Problem description: Transcribe the entries below exactly from their first line through the line containing "filter:drop-shadow(0 0 2px", and let no picture into the copy.

Data to use:

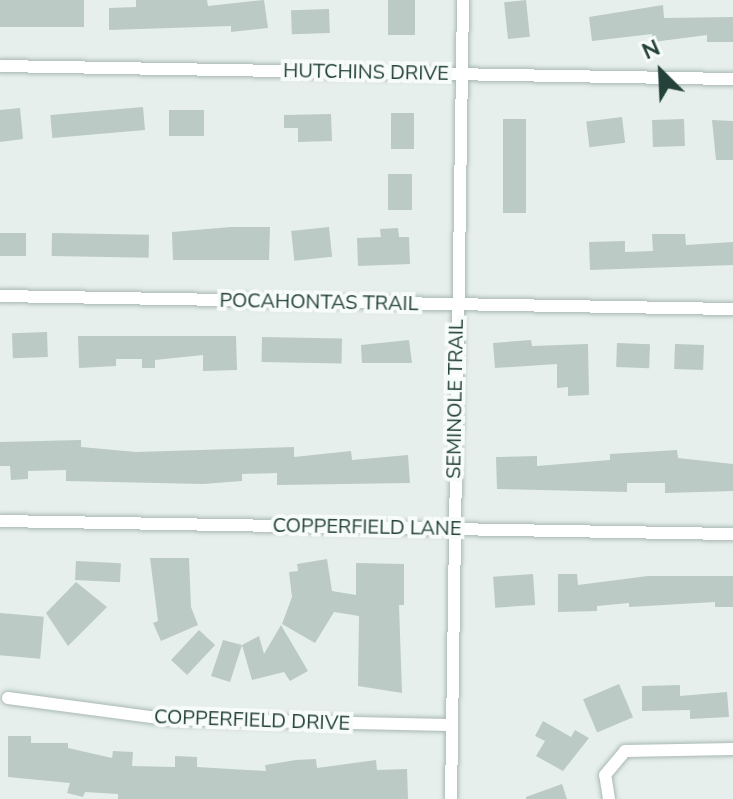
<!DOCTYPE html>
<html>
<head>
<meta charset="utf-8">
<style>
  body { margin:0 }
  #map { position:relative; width:733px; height:799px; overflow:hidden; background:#e6efeb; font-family:"Nunito Sans",sans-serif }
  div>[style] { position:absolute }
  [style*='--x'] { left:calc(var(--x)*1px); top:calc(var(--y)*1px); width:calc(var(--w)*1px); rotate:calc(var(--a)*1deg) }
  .building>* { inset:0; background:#bbcac4; transform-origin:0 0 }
  .roads { filter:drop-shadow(0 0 2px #a8b8b2) drop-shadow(0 0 2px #a8b8b2) }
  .street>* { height:12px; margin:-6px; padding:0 6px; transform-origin:6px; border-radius:6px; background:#fff }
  span { translate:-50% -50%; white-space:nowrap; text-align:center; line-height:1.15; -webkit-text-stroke:8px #f7fbf9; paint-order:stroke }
  .street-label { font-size:20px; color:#24423a }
  .north { position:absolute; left:621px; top:32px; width:80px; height:80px; -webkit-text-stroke:6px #f7fbf9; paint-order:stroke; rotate:336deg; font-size:22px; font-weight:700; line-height:32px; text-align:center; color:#24423a }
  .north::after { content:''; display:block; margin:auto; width:28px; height:36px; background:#24423a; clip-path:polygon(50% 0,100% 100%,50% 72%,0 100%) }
</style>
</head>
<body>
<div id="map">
  <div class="building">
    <div style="left:0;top:0;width:84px;height:27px"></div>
    <div style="clip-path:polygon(136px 0,207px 0,208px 6px,264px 0,268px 28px,231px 32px,231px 26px,109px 30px,109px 8px,136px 7px)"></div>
    <div style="left:388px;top:0;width:27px;height:35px"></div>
    <div style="left:526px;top:0;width:37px;height:22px;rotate:84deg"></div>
    <div style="clip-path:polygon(663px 5px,664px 18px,733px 17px,733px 42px,707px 42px,707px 35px,653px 42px,652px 34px,592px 41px,589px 17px)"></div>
    <div style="left:329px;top:9px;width:24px;height:38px;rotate:88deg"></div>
    <div style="left:143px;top:107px;width:23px;height:93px;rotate:85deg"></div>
    <div style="clip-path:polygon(20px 108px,23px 139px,0 142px,0 110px)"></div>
    <div style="left:204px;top:110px;width:26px;height:35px;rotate:90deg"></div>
    <div style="left:391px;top:113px;width:23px;height:36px"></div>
    <div style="clip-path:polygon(331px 114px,332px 141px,298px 142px,298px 128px,284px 128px,284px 115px)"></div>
    <div style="left:622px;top:117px;width:26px;height:36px;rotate:83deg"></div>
    <div style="left:503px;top:119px;width:23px;height:94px"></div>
    <div style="left:684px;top:119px;width:27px;height:32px;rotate:88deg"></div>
    <div style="clip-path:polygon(712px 120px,733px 121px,733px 160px,716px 160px)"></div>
    <div style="left:388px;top:174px;width:24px;height:36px"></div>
    <div style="clip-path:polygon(231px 227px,270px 227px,269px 260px,173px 260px,172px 232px)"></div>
    <div style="left:329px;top:227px;width:30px;height:38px;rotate:84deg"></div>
    <div style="clip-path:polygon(398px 228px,399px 237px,409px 237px,410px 264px,358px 266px,357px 238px,381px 237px,380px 229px)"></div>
    <div style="left:0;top:233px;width:26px;height:23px"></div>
    <div style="left:52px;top:233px;width:97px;height:23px;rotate:1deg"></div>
    <div style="clip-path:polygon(652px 234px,685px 234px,686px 245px,733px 242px,733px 265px,590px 270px,589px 242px,625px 241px,625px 252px,653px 251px)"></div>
    <div style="left:47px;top:332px;width:25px;height:35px;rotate:88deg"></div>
    <div style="clip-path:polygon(78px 336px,236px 336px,237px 370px,203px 371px,203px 355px,155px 360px,155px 368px,142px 368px,142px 359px,116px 359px,116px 366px,79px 368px)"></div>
    <div style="left:262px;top:337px;width:80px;height:25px;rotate:1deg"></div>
    <div style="clip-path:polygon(409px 340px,412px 363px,362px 363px,361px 345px)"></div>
    <div style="clip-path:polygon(531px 340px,532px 346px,588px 344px,589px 395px,568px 396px,568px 387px,557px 388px,557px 364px,495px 368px,493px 343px)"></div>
    <div style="left:617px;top:343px;width:33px;height:24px;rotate:2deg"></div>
    <div style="left:675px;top:344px;width:29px;height:25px;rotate:2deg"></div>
    <div style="clip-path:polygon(81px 440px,81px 447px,136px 452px,294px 447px,294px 457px,351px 451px,352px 460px,408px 455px,410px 483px,277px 485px,277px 473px,242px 474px,242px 481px,203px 484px,66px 481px,66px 470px,28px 471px,28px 479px,11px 480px,10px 466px,0 466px,0 442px)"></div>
    <div style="clip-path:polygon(677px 450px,678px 458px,733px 464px,733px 491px,665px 493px,665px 483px,627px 483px,627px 492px,497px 489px,496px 457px,537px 456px,537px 466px,610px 460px,610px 454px)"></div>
    <div style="clip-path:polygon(150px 558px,189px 558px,191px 607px,198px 625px,161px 641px,153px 623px,158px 621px)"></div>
    <div style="clip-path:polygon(327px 559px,332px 591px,356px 595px,356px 563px,404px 564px,404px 605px,399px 605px,402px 693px,358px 686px,359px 616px,334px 612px,315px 643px,282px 624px,292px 597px,289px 572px,298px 571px,297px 564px)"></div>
    <div style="left:76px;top:561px;width:45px;height:19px;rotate:3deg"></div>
    <div style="left:533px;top:574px;width:31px;height:40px;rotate:86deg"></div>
    <div style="clip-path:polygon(558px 574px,577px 574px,578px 585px,648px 576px,733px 576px,733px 607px,715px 607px,715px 602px,629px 607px,629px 603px,597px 606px,597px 611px,558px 612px)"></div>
    <div style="clip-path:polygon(76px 582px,107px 607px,68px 646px,46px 613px)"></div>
    <div style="left:0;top:613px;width:44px;height:42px;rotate:5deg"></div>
    <div style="clip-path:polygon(281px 625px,308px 671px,290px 681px,284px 672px,252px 680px,242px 645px,230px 682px,211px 676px,223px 640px,242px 645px,259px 636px,264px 654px)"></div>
    <div style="left:199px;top:630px;width:22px;height:41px;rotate:43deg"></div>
    <div style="left:619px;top:684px;width:36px;height:39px;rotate:67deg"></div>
    <div style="clip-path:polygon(680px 685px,680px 696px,727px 692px,729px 717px,690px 719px,690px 710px,642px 711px,642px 686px)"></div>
    <div style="clip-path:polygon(543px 721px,571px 737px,575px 730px,589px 738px,563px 771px,536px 756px,545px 741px,535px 736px)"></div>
    <div style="clip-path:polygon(8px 736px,31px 736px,31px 743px,68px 743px,68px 748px,112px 758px,113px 751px,133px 752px,132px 766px,175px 767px,175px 756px,197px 757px,197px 767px,266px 771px,265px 765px,296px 760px,316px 759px,317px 768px,376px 760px,377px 770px,407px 769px,408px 799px,118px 799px,118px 794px,85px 792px,83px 797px,67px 793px,70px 783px,8px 777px)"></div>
    <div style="clip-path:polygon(562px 784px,567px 799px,526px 799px,526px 797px)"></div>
  </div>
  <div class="roads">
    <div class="street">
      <div style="--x:0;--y:66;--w:733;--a:1.02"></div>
      <div style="--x:0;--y:296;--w:733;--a:1.02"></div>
      <div style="--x:0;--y:521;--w:733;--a:1.02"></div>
      <div style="--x:8;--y:698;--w:158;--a:7.6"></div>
      <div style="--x:165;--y:719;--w:284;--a:1.2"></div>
      <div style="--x:451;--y:799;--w:799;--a:-89.14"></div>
      <div style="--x:609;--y:799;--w:24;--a:-99"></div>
      <div style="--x:605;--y:775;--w:31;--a:-50"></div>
      <div style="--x:625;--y:751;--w:108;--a:-1.1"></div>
    </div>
  </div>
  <div class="street-label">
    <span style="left:366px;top:72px;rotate:1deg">HUTCHINS DRIVE</span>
    <span style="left:319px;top:302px;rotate:1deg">POCAHONTAS TRAIL</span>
    <span style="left:455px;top:399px;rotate:-89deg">SEMINOLE TRAIL</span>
    <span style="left:367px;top:527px;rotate:1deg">COPPERFIELD LANE</span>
    <span style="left:252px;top:720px;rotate:2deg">COPPERFIELD DRIVE</span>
  </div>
  <div class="north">N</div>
</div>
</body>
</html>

Answer:
<!DOCTYPE html>
<html>
<head>
<meta charset="utf-8">
<style>
  body { margin:0 }
  #map { position:relative; width:733px; height:799px; overflow:hidden; background:#e6efeb; font-family:"Nunito Sans",sans-serif }
  div>[style] { position:absolute }
  [style*='--x'] { left:calc(var(--x)*1px); top:calc(var(--y)*1px); width:calc(var(--w)*1px); rotate:calc(var(--a)*1deg) }
  .building>* { inset:0; background:#bbcac4; transform-origin:0 0 }
  .roads { filter:drop-shadow(0 0 2px #a8b8b2) drop-shadow(0 0 2px #a8b8b2) }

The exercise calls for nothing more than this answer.